Hong Kong’s last colonial governor on Thursday described controversial plans to allow extraditions to mainland China as “a terrible blow” to the financial hub’s reputation as lawyers prepared to hold a rare silent march to protest the proposals.
The city’s pro-Beijing government is pushing a bill through the legislature that would allow extraditions to any jurisdiction with which it doesn’t already have a treaty — including, for the first time, the mainland.
The plans have sparked some of the biggest protests the city has seen in recent years as well as a crescendo of criticism from influential legal groups, business associations, clergy, students, and Western diplomats.
Critics fear the law, if passed, will tangle people up in China’s opaque and politicized court system.
“It’s a proposal, or a set of proposals, which strike a terrible blow… against the rule of law, against Hong Kong’s stability and security, against Hong Kong’s position as a great international trading hub,” Chris Patten, the last British governor of Hong Kong, said in a video statement issued on Thursday.

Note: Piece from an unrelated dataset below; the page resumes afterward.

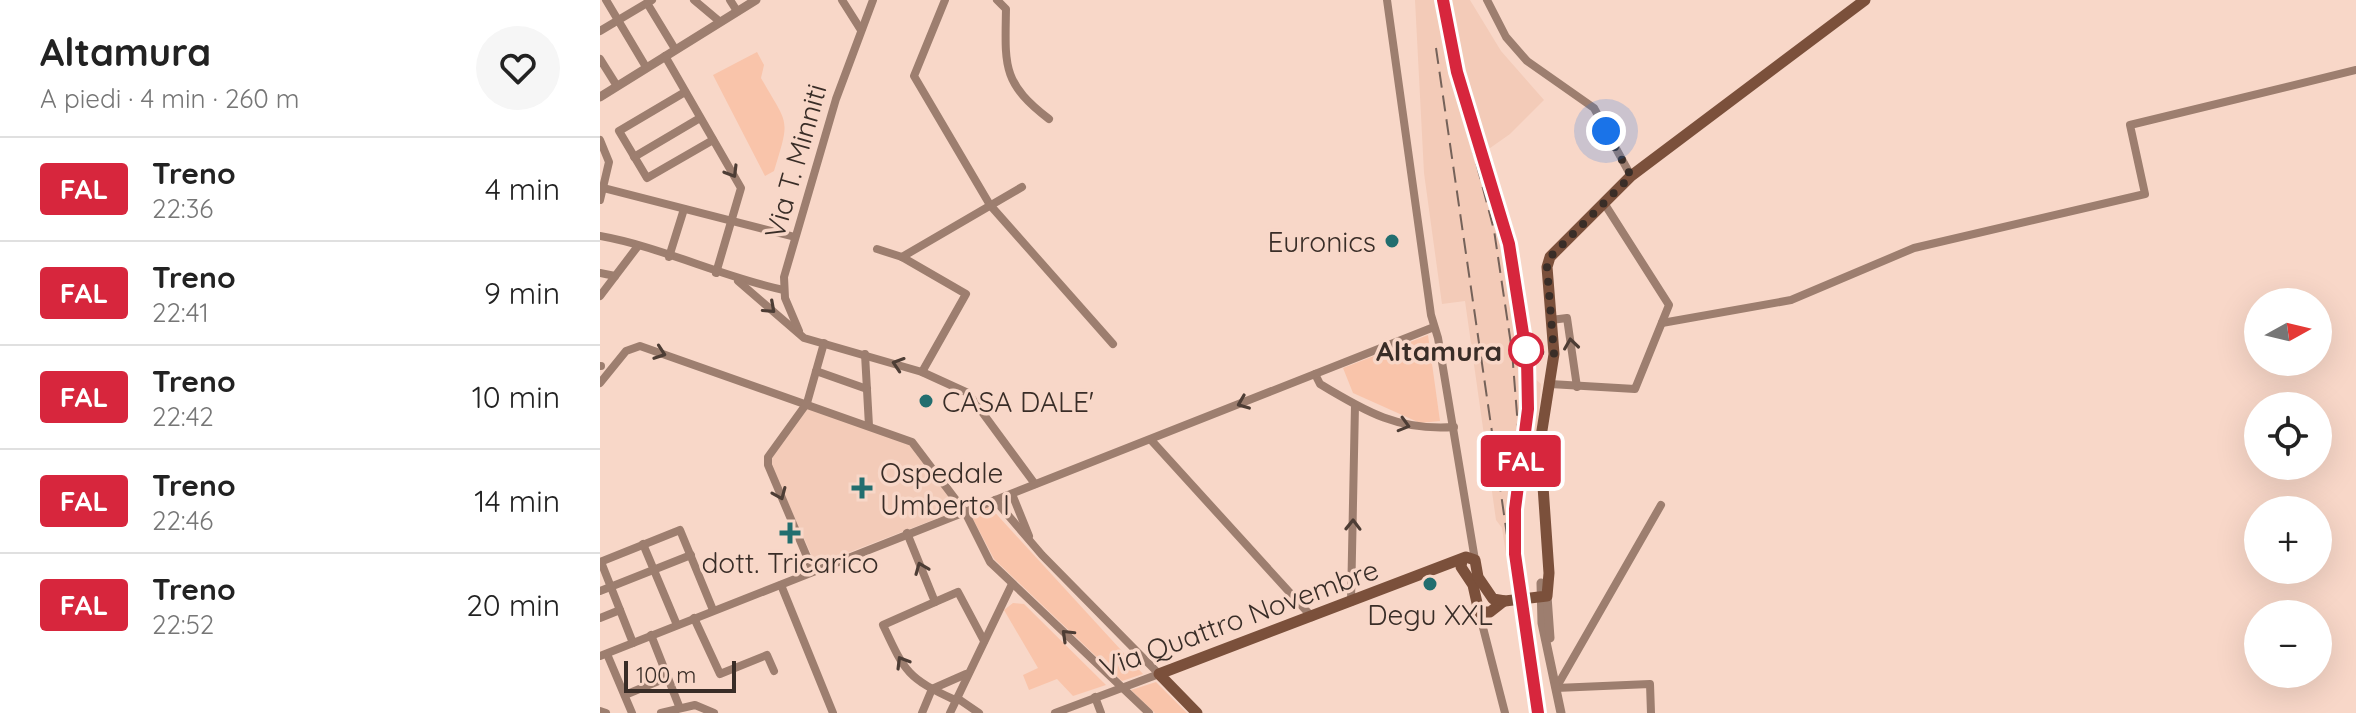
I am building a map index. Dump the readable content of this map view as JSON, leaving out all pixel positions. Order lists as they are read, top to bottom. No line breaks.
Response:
{"streets":{"main road":["Via Quattro Novembre"],"street":["Via T. Minniti"]},"places":{"other":["Euronics","Altamura","CASA DALE'","Degu XXL"],"health":["Ospedale Umberto I","dott. Tricarico"]},"scale_bar":"100 m","north":"right","page":{"heading":["Altamura","A piedi · 4 min · 260 m"],"on_map":"FAL","list":[{"mark":"FAL","name":"Treno","note":"22:36","value":"4 min"},{"mark":"FAL","name":"Treno","note":"22:41","value":"9 min"},{"mark":"FAL","name":"Treno","note":"22:42","value":"10 min"},{"mark":"FAL","name":"Treno","note":"22:46","value":"14 min"},{"mark":"FAL","name":"Treno","note":"22:52","value":"20 min"}],"map_buttons":["+","−"],"scale":"100 m"}}
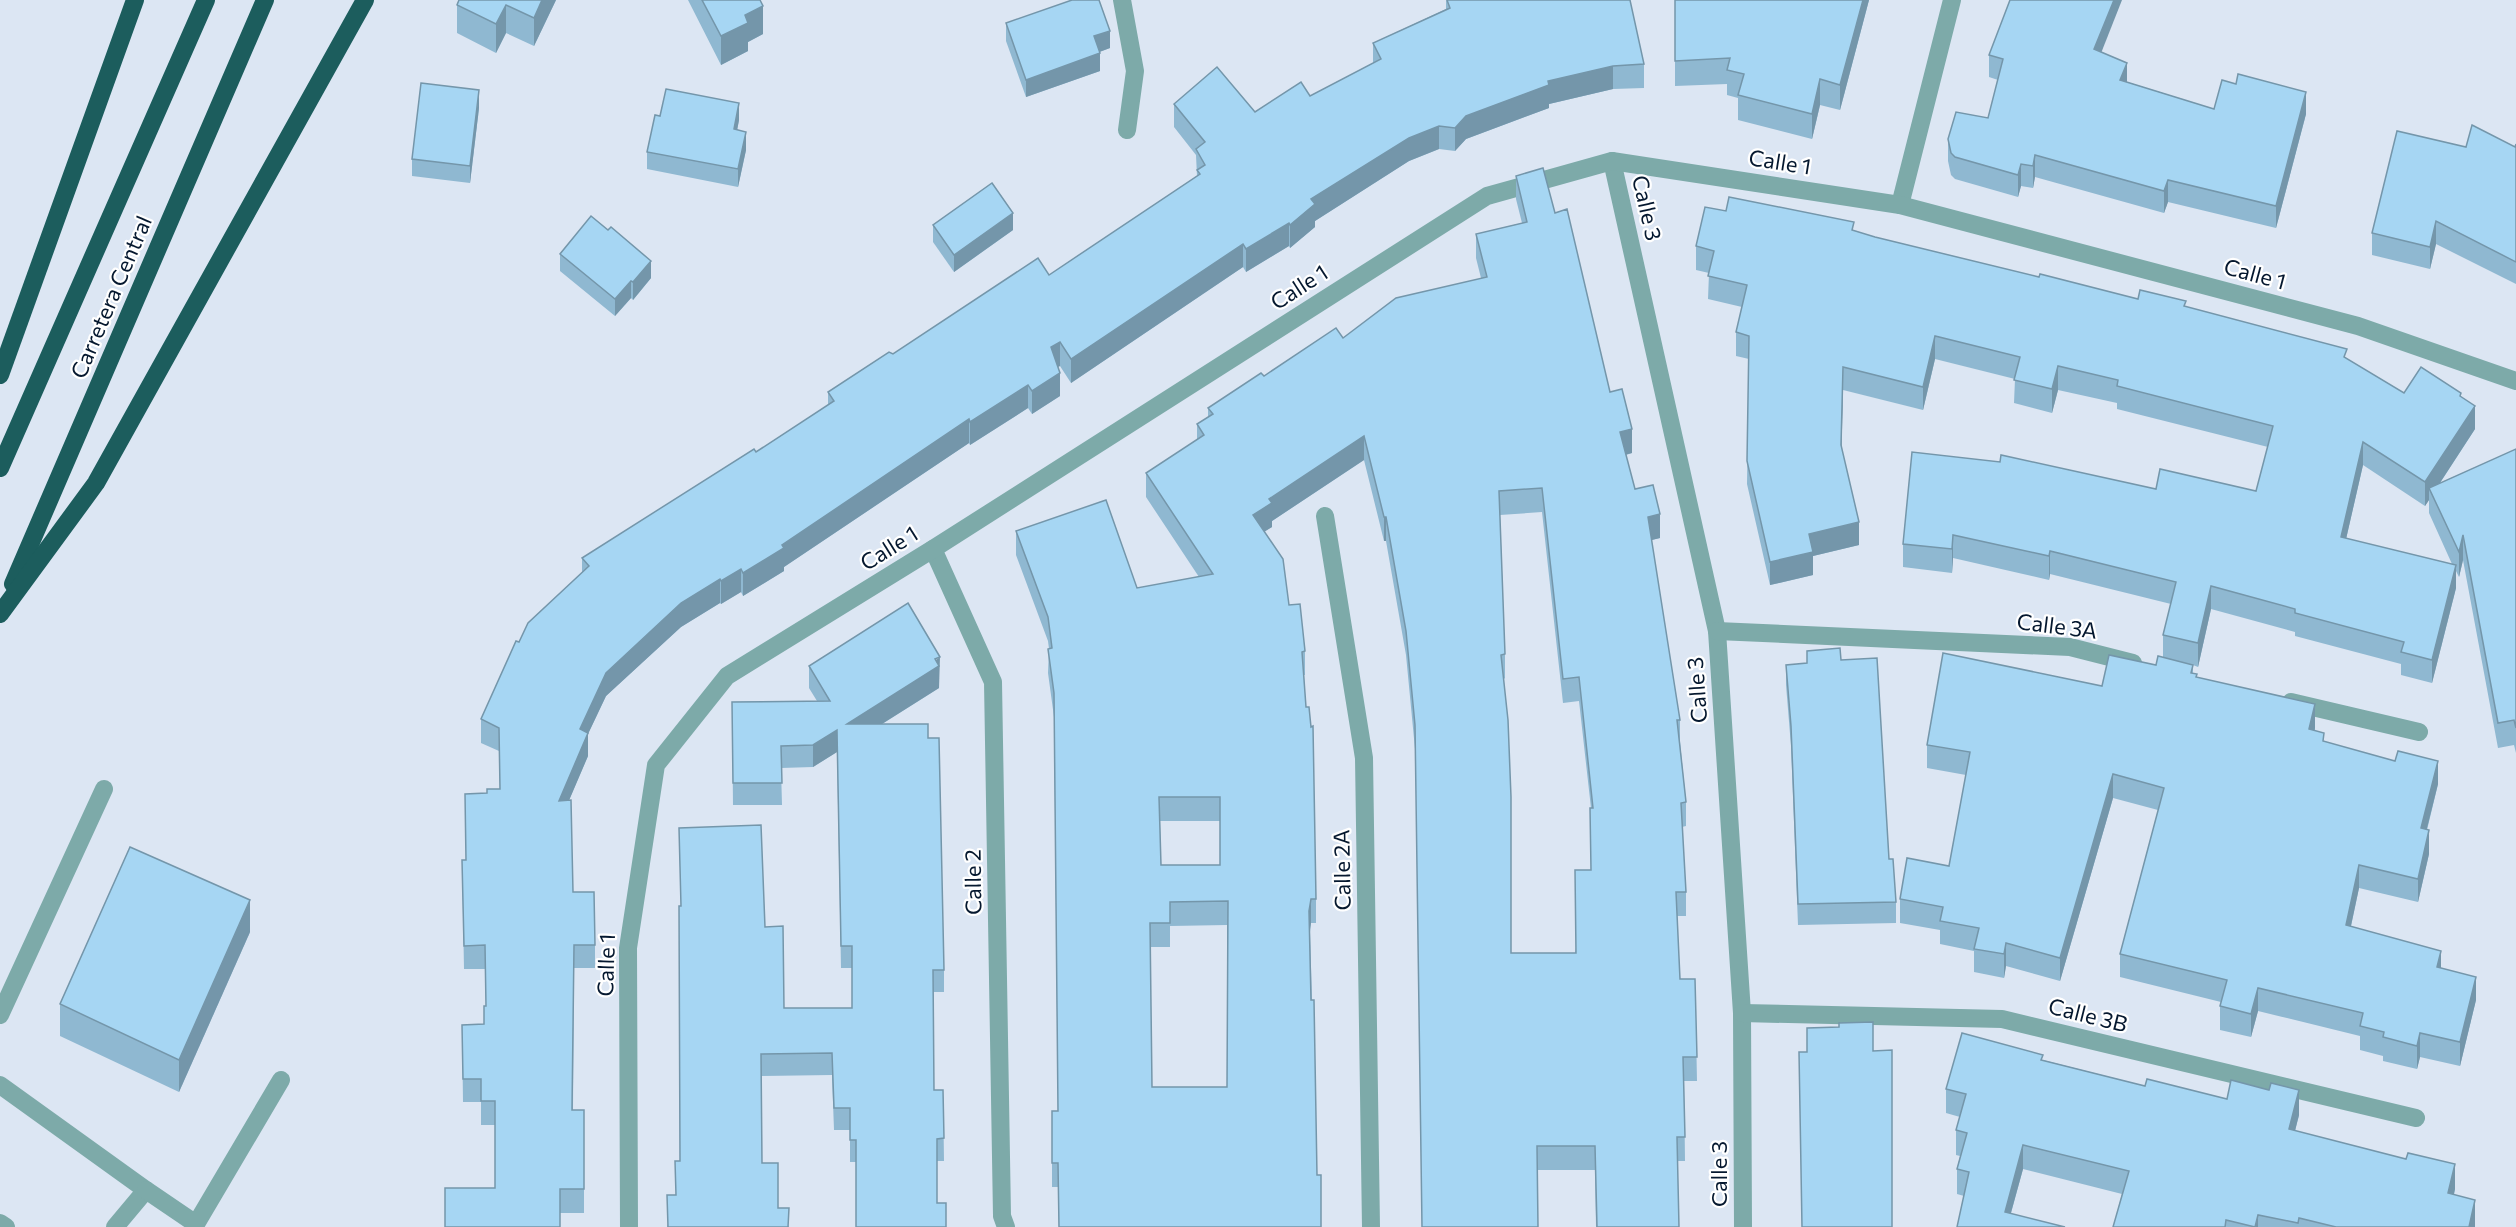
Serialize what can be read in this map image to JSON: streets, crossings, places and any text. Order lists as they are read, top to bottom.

The government has argued the proposal is needed to plug existing loopholes and that the law needs to be passed quickly in order to extradite a Hong Kong man who is wanted in Taiwan for murdering his girlfriend.
But critics fear the Taiwanese case is being used to ram the law through the city’s parliament at the behest of Beijing.
Patten called the government’s arguments “absolute nonsense,” saying the Taiwan case could be dealt with under Hong Kong’s common law.
“Many of the arguments put forward for the government’s proposals don’t actually pass the laugh-off-your-seat-test,” he adds.
Patten described the move as an attempt “to remove the firewall between Hong Kong’s rule of law” and China, “where there aren’t any independent courts, where the courts and the security services and the party’s rules… are rolled all together.”
“It does make you wonder sometimes who actually runs Hong Kong these days,” he notes at one point. “Is it the Hong Kong government, or is it the joint liaison office acting on behalf of the communist regime in Beijing?”
Patten’s comments came as city lawyers are preparing to take to the streets in a silent march on Thursday evening, a rare protest from within the city’s judicial community.
This week the city’s influential Law Society published a detailed critique of the proposals, adding to opposition already voiced by the Bar Association and multiple chambers of commerce.
Another massive march by members of the public who oppose the bill is scheduled for Sunday.